Work request ▸ Make an exact copy of the lines below.
─── Information supplied ───
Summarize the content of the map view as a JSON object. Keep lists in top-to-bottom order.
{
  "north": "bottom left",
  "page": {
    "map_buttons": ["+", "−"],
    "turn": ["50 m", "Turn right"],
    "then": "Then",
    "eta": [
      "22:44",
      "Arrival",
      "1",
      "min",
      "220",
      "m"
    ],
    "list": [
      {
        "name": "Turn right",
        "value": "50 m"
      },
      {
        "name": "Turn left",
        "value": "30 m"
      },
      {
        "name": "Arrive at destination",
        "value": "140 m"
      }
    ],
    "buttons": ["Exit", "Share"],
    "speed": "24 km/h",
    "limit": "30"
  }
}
───
Exercise output ▸
Summarize the content of the map view as a JSON object. Keep lists in top-to-bottom order.
{
  "north": "bottom left",
  "page": {
    "map_buttons": ["+", "−"],
    "turn": ["50 m", "Turn right"],
    "then": "Then",
    "eta": [
      "22:44",
      "Arrival",
      "1",
      "min",
      "220",
      "m"
    ],
    "list": [
      {
        "name": "Turn right",
        "value": "50 m"
      },
      {
        "name": "Turn left",
        "value": "30 m"
      },
      {
        "name": "Arrive at destination",
        "value": "140 m"
      }
    ],
    "buttons": ["Exit", "Share"],
    "speed": "24 km/h",
    "limit": "30"
  }
}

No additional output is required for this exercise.